Holding a posture that looks like this,*
we tilt our heads, open our mouths, close our eyes and sing, “Ahhhhhh,” when the rattle and drum beat begins.
The drum and rattle hold the center of the belly rich sound cascading round us, seeming to balloon the walls of the teepee. We live in our own vibratory realm for the duration of fifteen minutes of clock time.
Eons flash by with the evolutionary genetic genius of vocalizations coming into form on this planet:
oceans thunder, fires crackle, earth groans, seeds pop, winds shudder, tall grasses murmur, . . .
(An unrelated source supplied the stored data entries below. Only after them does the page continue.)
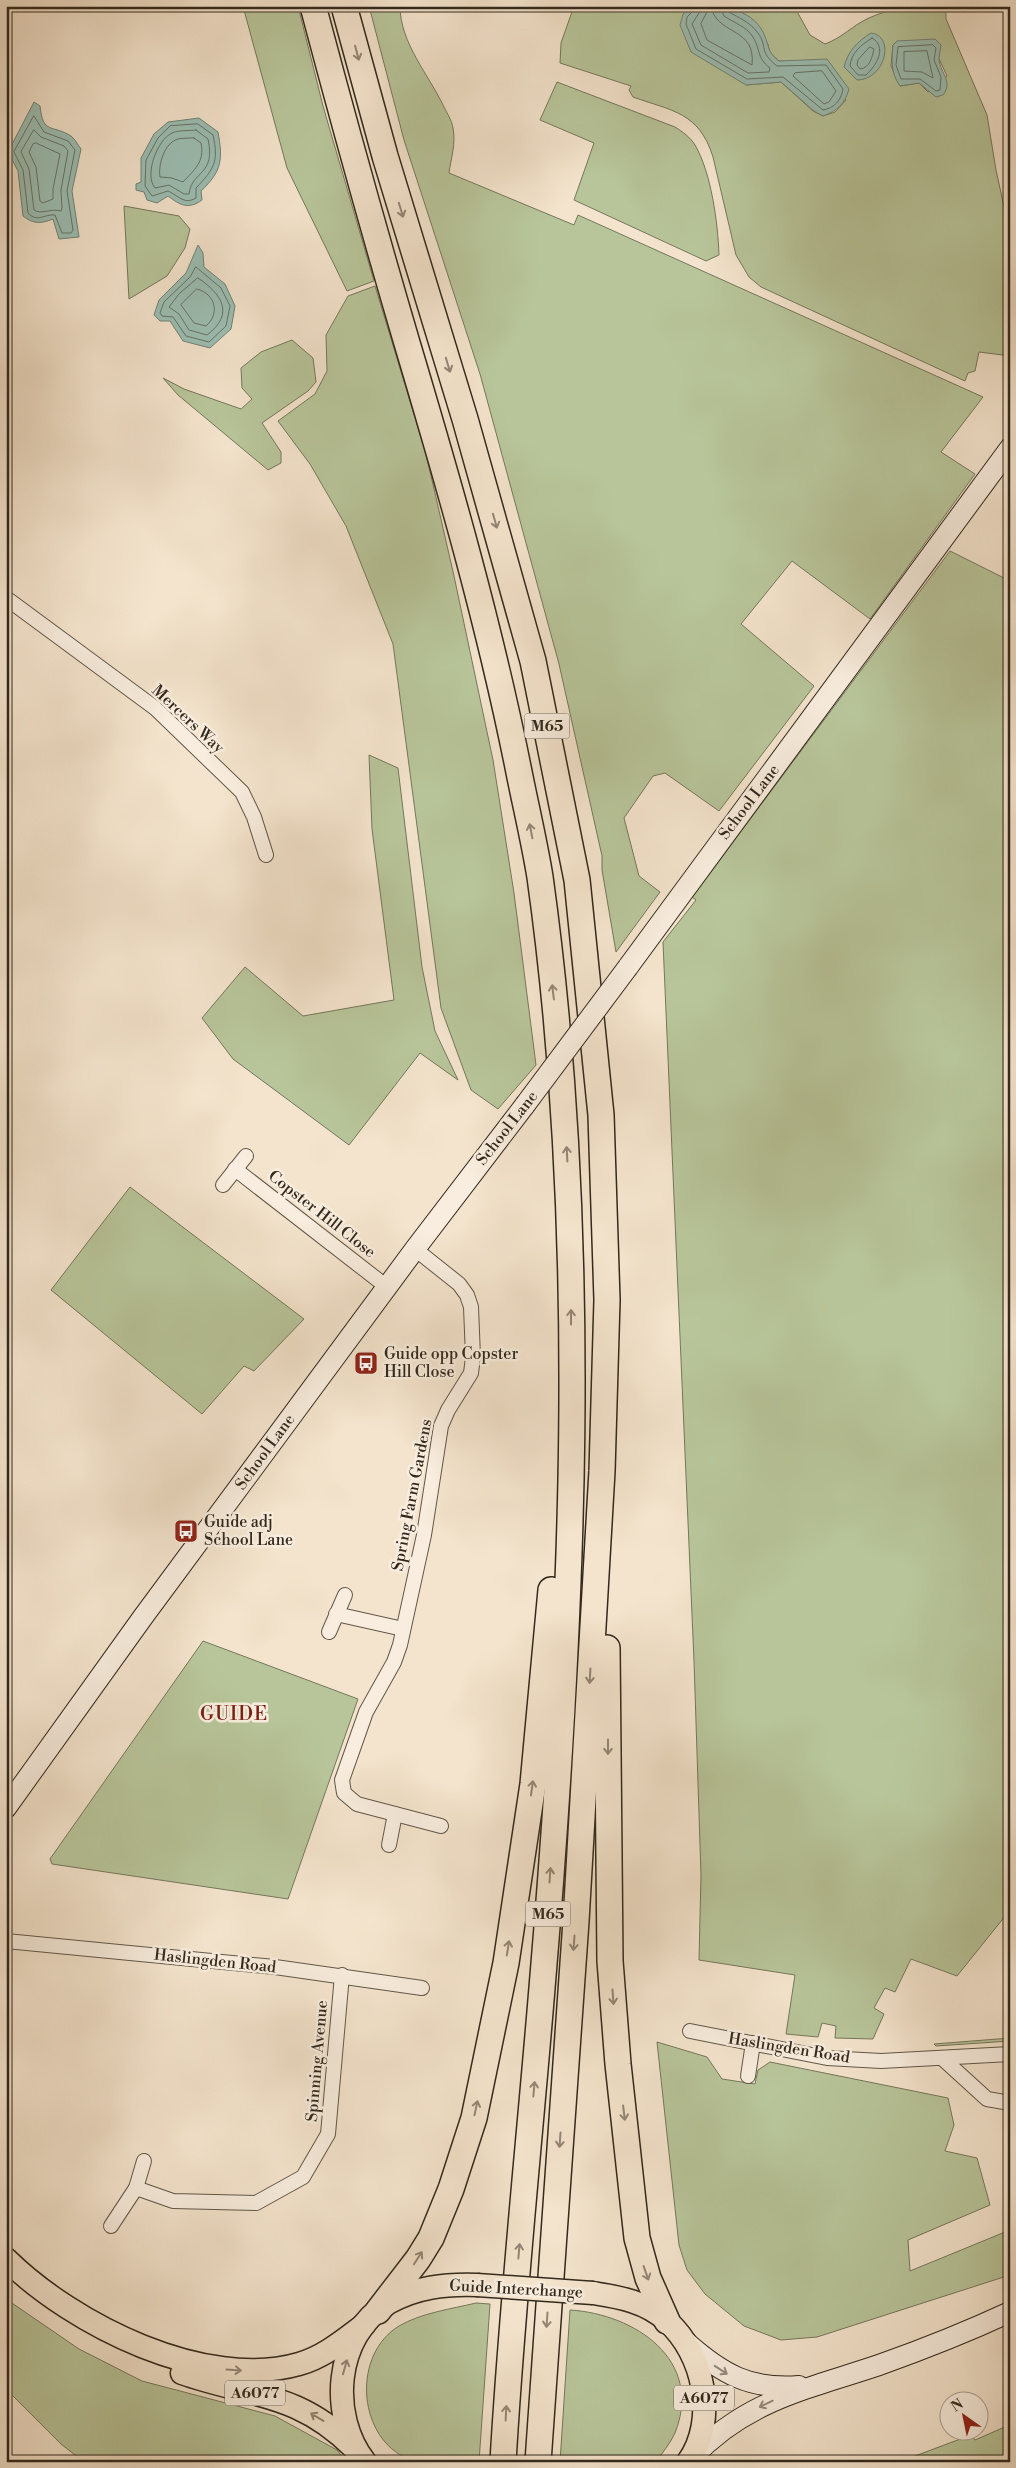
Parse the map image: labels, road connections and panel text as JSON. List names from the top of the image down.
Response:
{
  "streets": {
    "highway": ["M65", "Guide Interchange", "A6077"],
    "main road": ["School Lane"],
    "street": [
      "Mercers Way",
      "Copster Hill Close",
      "Spring Farm Gardens",
      "Haslingden Road",
      "Spinning Avenue"
    ]
  },
  "crossings": [
    ["School Lane", "Copster Hill Close"],
    ["School Lane", "Spring Farm Gardens"],
    ["Haslingden Road", "Spinning Avenue"],
    ["Guide Interchange", "A6077"]
  ],
  "districts": ["GUIDE"],
  "places": {
    "bus stop": ["Guide opp Copster Hill Close", "Guide adj School Lane"]
  },
  "north": "top left"
}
crabs clatter, birds chitter, buffaloes bellow, horses whinny, boars grunt, bees buzz, dragonflies flit, . . .
the human sounds of feeling arrive – laughing, crying, chortling, screaming, snarling, moaning, a sibilance of sighing, ahhhhhhhhhhhhhhhhhhhhhhhhhhhing.
All of this sound in one small teepee, one small group, cocoons us in the transitory soup of transformation.
The cacophony ebbs and flows and ebbs again. With our eyes closed and our open mouths tilted toward the sky, seemingly lost in this world of our own vocalizations, the group still seems to know when clock time has almost reached the end. Sound softens, weaves into harmony. The rattle/drum ceases.
Blessed silence, replete with the contrast.
Slowly the group begins to sit down, a water bottle is sipped, snacks are passed, journals open and words take shape on pages. A sense of wonder permeates the teepee. Gently we begin to share:
I lost myself in the sound. Became one with everyone.
My voice took flight.
I’ve never experienced such freedom.
The chaos scared me a bit, but then our sounds changed. I experienced the rainforest, then heard instruments, even angelic voices.
I couldn’t distinguish my voice from the others and when I finally did, I was shocked to hear how big the sounds were that were coming out of me.
I’m speechless at the moment…So much unfolded in such a short time.
My throat opened up and my mouth moved in ways I never thought possible. I was amazed to witness my tongue take on a life of its own.
Usually, I’m not comfortable singing at all and yet here right now I sang with abandon. Felt awesome, empowering.
Standing in our voices, giving voice to the “currency” deep within… that’s how we begin living the new story of our lives.
* images from Ecstatic Body Postures – An Alternate Reality Workbook by Belinda Gore, pp 272 and 276.
There’s something about giving voice in the way we have been made for, for thousands of years. Elemental. Wonderful post, Deborah.
Thank you, Kate. Having just read your Tuppence, I’m also reminded of all the non-vocal ways we communicate, too, …AND I have been heard howling with my dogs who sometimes pretend to be something wilder. I love the look they give me when I do that!